--- START ---
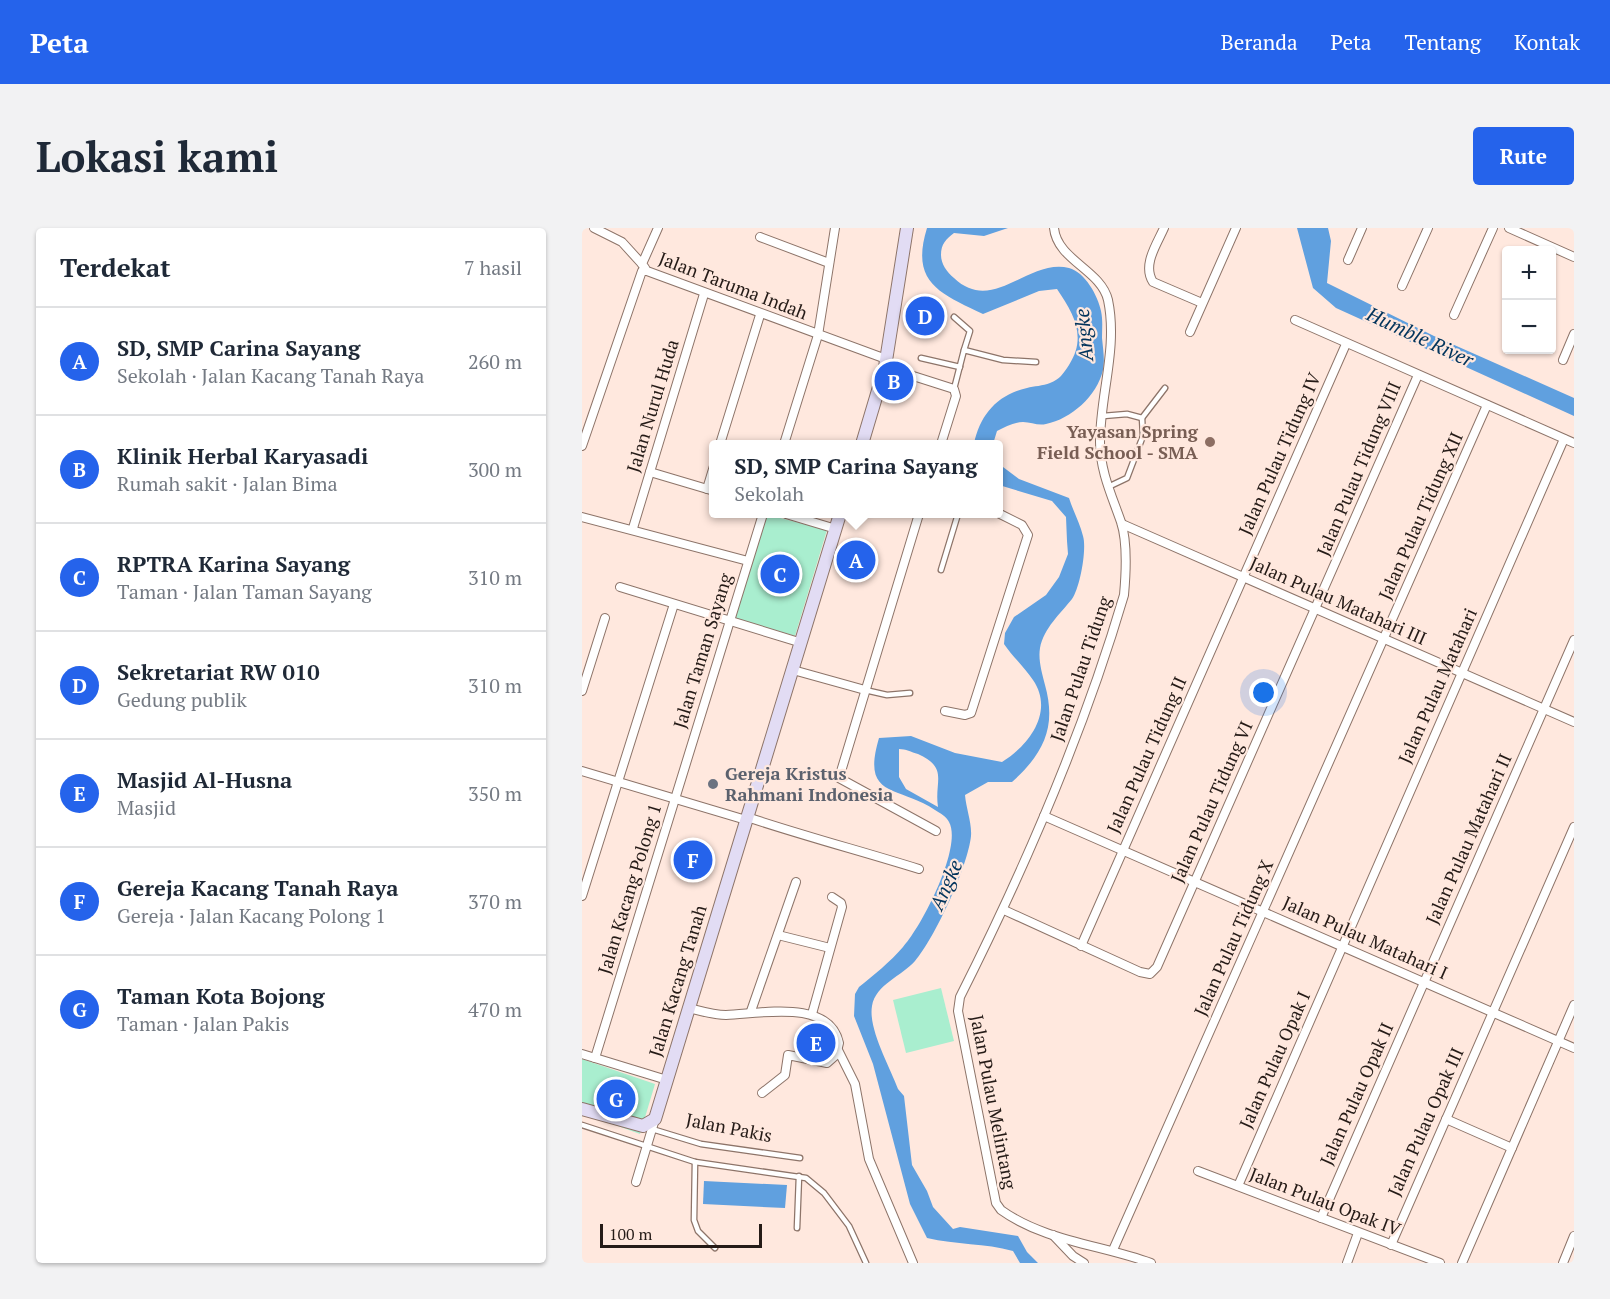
<!DOCTYPE html>
<html lang="id">
<meta charset="utf-8">
<style>
:root{--surface:#fff;--page:#f2f2f3;--text:#1f2937;--muted:#747a83;--line:#e0e1e3;--accent:#2563eb}
body{margin:0;font-family:"PT Serif",serif;background:var(--page);color:var(--text)}
.controls{position:absolute;right:18px;top:18px;display:grid;overflow:hidden;border-radius:6px;box-shadow:0 2px 4px #0004}
.controls button{width:54px;height:54px;display:grid;place-items:center;padding:0;border:0;border-bottom:2px solid var(--line);background:var(--surface);color:var(--text);font:30px sans-serif}
.scale{position:absolute;left:18px;bottom:15px;width:162px;box-sizing:border-box;padding-left:6px;border:3px solid #251b17;border-top:0;font-size:16px;line-height:21px;white-space:nowrap;color:#251b17;-webkit-text-stroke:4px #ffe8de;paint-order:stroke}
.you{position:absolute;left:682px;top:465px;width:21px;height:21px;margin:-15px;border:4px solid #fff;border-radius:50%;background:#1a73e8;box-shadow:0 0 0 9px #1a73e833}
.badge{display:grid;place-items:center;width:39px;height:39px;border-radius:50%;background:var(--accent);color:#fff;font-size:20px;font-weight:700}
.pin{position:absolute;translate:-50% -50%;border:3px solid #fff;box-shadow:0 2px 6px #0006}
.popup{position:absolute;left:127px;top:212px;width:294px;height:78px;box-sizing:border-box;display:grid;place-content:center;border-radius:6px;background:var(--surface);filter:drop-shadow(0 2px 4px #0005);font-size:20px;white-space:nowrap;color:var(--muted)}
.popup b{font-size:22px;color:var(--text)}
.popup::after{content:'';position:absolute;left:50%;top:100%;margin-left:-12px;border:12px solid transparent;border-top-color:var(--surface)}
.list{margin:0;padding:0;list-style:none}
h2{display:flex;justify-content:space-between;align-items:center;height:78px;margin:0;padding:0 24px;font-size:26px}
h2 small{font-size:20px;font-weight:400;color:var(--muted)}
.list li{display:grid;grid-template-columns:39px 1fr auto;gap:18px;align-items:center;box-sizing:border-box;height:108px;padding:0 24px;border-top:2px solid var(--line)}
.list b{display:block;font-size:22px;white-space:nowrap}
.list p{margin:0;font-size:20px;white-space:nowrap;color:var(--muted)}
.list em{font-size:20px;font-style:normal;color:var(--muted)}
.map{position:relative;flex:none;width:992px;height:1035px;overflow:hidden;border-radius:6px}
header{display:flex;align-items:center;gap:36px;box-sizing:border-box;height:84px;padding:0 30px;background:var(--accent);color:#fff}
header strong{font-size:28px}
nav{display:flex;gap:33px;margin-inline-start:auto;font-size:21px}
.intro{display:flex;align-items:center;justify-content:space-between;box-sizing:border-box;height:144px;padding:0 36px}
h1{margin:0;font-size:42px}
.button{padding:15px 27px;border-radius:6px;background:var(--accent);color:#fff;font-size:21px;font-weight:700}
main{display:flex;gap:36px;padding:0 36px}
aside{flex:1;background:var(--surface);border-radius:6px;box-shadow:0 2px 4px #0004}
.map>svg:first-child{display:block}
</style>
<header>
<strong>Peta</strong>
<nav><a>Beranda</a><a>Peta</a><a>Tentang</a><a>Kontak</a></nav>
</header>
<div class="intro"><h1>Lokasi kami</h1><a class="button">Rute</a></div>
<main>
<aside>
<h2>Terdekat<small>7 hasil</small></h2>
<ul class="list">
<li><span class="badge">A</span><div><b>SD, SMP Carina Sayang</b><p>Sekolah · Jalan Kacang Tanah Raya</p></div><em>260 m</em></li>
<li><span class="badge">B</span><div><b>Klinik Herbal Karyasadi</b><p>Rumah sakit · Jalan Bima</p></div><em>300 m</em></li>
<li><span class="badge">C</span><div><b>RPTRA Karina Sayang</b><p>Taman · Jalan Taman Sayang</p></div><em>310 m</em></li>
<li><span class="badge">D</span><div><b>Sekretariat RW 010</b><p>Gedung publik</p></div><em>310 m</em></li>
<li><span class="badge">E</span><div><b>Masjid Al-Husna</b><p>Masjid</p></div><em>350 m</em></li>
<li><span class="badge">F</span><div><b>Gereja Kacang Tanah Raya</b><p>Gereja · Jalan Kacang Polong 1</p></div><em>370 m</em></li>
<li><span class="badge">G</span><div><b>Taman Kota Bojong</b><p>Taman · Jalan Pakis</p></div><em>470 m</em></li>
</ul>
</aside>
<div class="map">
<svg width="992" height="1035" viewBox="0 0 992 1035">
<rect width="100%" height="100%" fill="#ffe8de"/>
<!-- green -->
<g fill="#a9eecf">
<path d="M183,286L245,302L213,408L152,390Z"/>
<path d="M359,760L372,813L324,825L311,772Z"/>
<path d="M0,831L73,856L58,906L0,885Z"/>
</g>
<!-- water -->
<g fill="#60a0df" fill-rule="evenodd">
<path d="M345,0H426L402,8L372,5C364,11 359,16 359,27C359,36 365,44 372,50C411,87 446,30 487,40C503,44 516,68 519,83C521,92 520,101 520,110C521,120 523,133 521,142C515,168 489,191 464,196C456,198 449,194 441,194C432,194 423,199 415,203L411,216H392C398,187 415,167 445,160C452,158 461,158 468,155C478,151 481,146 487,137C505,109 492,86 475,61L457,63L401,86C358,65 328,55 345,0Z"/>
<path d="M715,0H746L749,13L745,55L852,108L992,170V188L754,80L731,60Z"/>
<path d="M417,236L437,251L487,270C491,283 498,295 501,308C505,321 498,360 490,371C478,386 462,400 458,420C456,432 460,445 463,457C475,500 461,526 430,554H406L383,567C384,580 390,595 389,608C386,638 353,710 333,733C320,748 294,756 290,778C286,801 308,839 316,861L322,868L330,937L345,963L351,979L371,1001L378,999L436,1008L445,1024L456,1035H438L431,1023C403,1015 374,1017 345,1010L328,976L291,836L272,788L273,766L277,759C292,747 308,734 321,719C339,700 381,619 367,594C365,589 358,585 353,582C315,557 279,571 297,510L329,508L373,525L420,534C446,518 473,484 451,452C443,440 431,429 422,416L423,405L432,389L464,367L477,349L486,326L485,313L484,289L470,273L417,257ZM317,521C324,521 329,524 336,526C367,540 352,553 356,579L324,561L317,549Z"/>
<path d="M122,953L205,957L203,980L121,976Z"/>
</g>
<g fill="none" stroke-linecap="round" stroke-linejoin="round">
<!-- lane casing -->
<g stroke="#8d7469" stroke-width="7">
<g id="lane">
<path d="M372,89L388,103L382,122"/>
<path d="M339,130L378,139"/>
<path d="M372,161L382,122L421,132L454,134"/>
<path d="M521,188L545,186L560,190L583,160"/>
<path d="M526,259L545,250L561,208L560,190"/>
<path d="M359,342L376,286"/>
<path d="M283,462L305,467L328,465"/>
<path d="M0,897L113,934L224,950L242,965L267,998L284,1035"/>
<path d="M70,901L119,916L218,930"/>
<path d="M113,934L112,992L116,1003L133,1020"/>
<path d="M215,1000L217,948"/>
</g>
</g>
<!-- street casing -->
<g stroke="#8d7469" stroke-width="10">
<g id="street">
<path d="M12,0L40,14L60,36"/>
<path d="M472,0C475,32 519,42 526,72C536,120 518,167 518,214C518,243 530,268 539,294C546,315 544,345 542,367C501,506 443,640 378,769L376,783L414,975L419,982C462,1013 520,1017 569,1035"/>
<path d="M582,0C575,16 560,37 571,54L620,75"/>
<path d="M927,0L992,29"/>
<path d="M178,9L247,35"/>
<path d="M766,32L780,0"/>
<path d="M63,40L60,36L76,0"/>
<path d="M820,58L846,0"/>
<path d="M872,87L911,0"/>
<path d="M713,92L992,215"/>
<path d="M608,104L654,0"/>
<path d="M981,132L992,106"/>
<path d="M303,139L372,161L374,168L359,216"/>
<path d="M138,216L178,87"/>
<path d="M202,216L236,107L253,0"/>
<path d="M0,218L60,43H65L304,131"/>
<path d="M68,244L132,263"/>
<path d="M125,261L132,238"/>
<path d="M204,286L254,301"/>
<path d="M337,286L257,550L354,603"/>
<path d="M0,289L166,333"/>
<path d="M540,296L992,494"/>
<path d="M51,300L122,66"/>
<path d="M38,359L220,415"/>
<path d="M211,442L283,462"/>
<path d="M0,463L23,390"/>
<path d="M363,483L383,487L389,485L446,307L440,297L416,285"/>
<path d="M0,543L164,592"/>
<path d="M462,588L992,820"/>
<path d="M165,589C222,608 279,623 337,641"/>
<path d="M0,668L92,376"/>
<path d="M422,682L558,744L568,746L575,739L836,147"/>
<path d="M196,707L248,720"/>
<path d="M499,718L764,116"/>
<path d="M107,780C119,783 132,787 144,787C177,786 247,770 257,815L254,827L245,835L206,827L203,847L180,865"/>
<path d="M169,783L214,654"/>
<path d="M230,786L260,679L259,675L250,669"/>
<path d="M256,822L273,856L287,931L331,1035"/>
<path d="M0,826L85,852"/>
<path d="M13,830L181,286"/>
<path d="M864,891L930,920"/>
<path d="M616,943L858,1035"/>
<path d="M54,954L73,891"/>
<path d="M656,958L982,211"/>
<path d="M739,990L992,412"/>
<path d="M471,1007L491,1028L502,1035"/>
<path d="M809,1017L992,599"/>
<path d="M531,1022L905,177"/>
<path d="M765,1035L776,1005"/>
<path d="M880,1035L992,777"/>
<path d="M981,1035L992,1008"/>
</g>
</g>
<!-- secondary casing -->
<g stroke="#8d7469" stroke-width="14">
<g id="secondary">
<path d="M280,216L303,139L325,0"/>
<path d="M0,881L61,898L73,891L258,286"/>
</g>
</g>
<!-- lane -->
<use href="#lane" stroke="#fff" stroke-width="4.5"/>
<!-- street -->
<use href="#street" stroke="#fff" stroke-width="8"/>
<!-- secondary -->
<use href="#secondary" stroke="#e2dcf4" stroke-width="12"/>
</g>
<!-- markers -->
<circle fill="#8d6e63" stroke="#ffe8de" stroke-width="2" cx="628" cy="214" r="6"/>
<circle fill="#6b7280" stroke="#ffe8de" stroke-width="2" cx="131" cy="556" r="6"/>
<g text-anchor="middle" stroke-width="4.5" stroke-linejoin="round" paint-order="stroke">
<!-- street labels -->
<g font-size="18" fill="#251b17" stroke="#ffe8de">
<text transform="translate(151 58) rotate(21)" y="6">Jalan Taruma Indah</text>
<text transform="translate(71 178) rotate(-73)" y="6">Jalan Nurul Huda</text>
<text transform="translate(698 226) rotate(-66)" y="6">Jalan Pulau Tidung IV</text>
<text transform="translate(777 241) rotate(-67)" y="6">Jalan Pulau Tidung VIII</text>
<text transform="translate(839 288) rotate(-66)" y="6">Jalan Pulau Tidung XII</text>
<text transform="translate(756 373) rotate(24)" y="6">Jalan Pulau Matahari III</text>
<text transform="translate(121 423) rotate(-73)" y="6">Jalan Taman Sayang</text>
<text transform="translate(499 441) rotate(-71)" y="6">Jalan Pulau Tidung</text>
<text transform="translate(856 458) rotate(-66)" y="6">Jalan Pulau Matahari</text>
<text transform="translate(565 527) rotate(-66)" y="6">Jalan Pulau Tidung II</text>
<text transform="translate(630 574) rotate(-66)" y="6">Jalan Pulau Tidung VI</text>
<text transform="translate(887 611) rotate(-66)" y="6">Jalan Pulau Matahari II</text>
<text transform="translate(48 661) rotate(-73)" y="6">Jalan Kacang Polong 1</text>
<text transform="translate(652 710) rotate(-66)" y="6">Jalan Pulau Tidung X</text>
<text transform="translate(783 710) rotate(24)" y="6">Jalan Pulau Matahari I</text>
<text transform="translate(96 753) rotate(-73)" y="6">Jalan Kacang Tanah</text>
<text transform="translate(693 832) rotate(-66)" y="6">Jalan Pulau Opak I</text>
<text transform="translate(775 866) rotate(-66)" y="6">Jalan Pulau Opak II</text>
<text transform="translate(411 874) rotate(79)" y="6">Jalan Pulau Melintang</text>
<text transform="translate(844 894) rotate(-66)" y="6">Jalan Pulau Opak III</text>
<text transform="translate(147 900) rotate(11)" y="6">Jalan Pakis</text>
<text transform="translate(743 974) rotate(21)" y="6">Jalan Pulau Opak IV</text>
</g>
<!-- education labels -->
<g font-size="18" font-weight="bold" fill="#785e54" stroke="#ffe8de" text-anchor="end">
<text x="616" y="210">Yayasan Spring<tspan x="616" dy="21">Field School - SMA</tspan></text>
</g>
<!-- worship labels -->
<g font-size="18" font-weight="bold" fill="#5b616d" stroke="#ffe8de" text-anchor="start">
<text x="143" y="552">Gereja Kristus<tspan x="143" dy="21">Rahmani Indonesia</tspan></text>
</g>
<!-- water labels -->
<g font-size="20" font-style="italic" fill="#02345c" stroke="#ffe8de">
<text transform="translate(502 107) rotate(-95)" y="7">Angke</text>
<text transform="translate(838 109) rotate(25)" y="7">Humble River</text>
<text transform="translate(364 657) rotate(-66)" y="7">Angke</text>
</g>
</g>
</svg>
<div class="controls">
<button>+</button>
<button>−</button>
</div>
<div class="scale">100 m</div>
<div class="you"></div>
<div class="pin badge" style="left:274px;top:332px">A</div>
<div class="popup"><b>SD, SMP Carina Sayang</b>Sekolah</div>
<div class="pin badge" style="left:312px;top:153px">B</div>
<div class="pin badge" style="left:198px;top:346px">C</div>
<div class="pin badge" style="left:343px;top:88px">D</div>
<div class="pin badge" style="left:234px;top:815px">E</div>
<div class="pin badge" style="left:111px;top:632px">F</div>
<div class="pin badge" style="left:34px;top:871px">G</div>
</div>
</main>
--- END ---
> **WORK ITEM**: Every line that holds the word "Pakis" should be copied from the records above.

> **RESULT OF THIS EXERCISE**:
<li><span class="badge">G</span><div><b>Taman Kota Bojong</b><p>Taman · Jalan Pakis</p></div><em>470 m</em></li>
<text transform="translate(147 900) rotate(11)" y="6">Jalan Pakis</text>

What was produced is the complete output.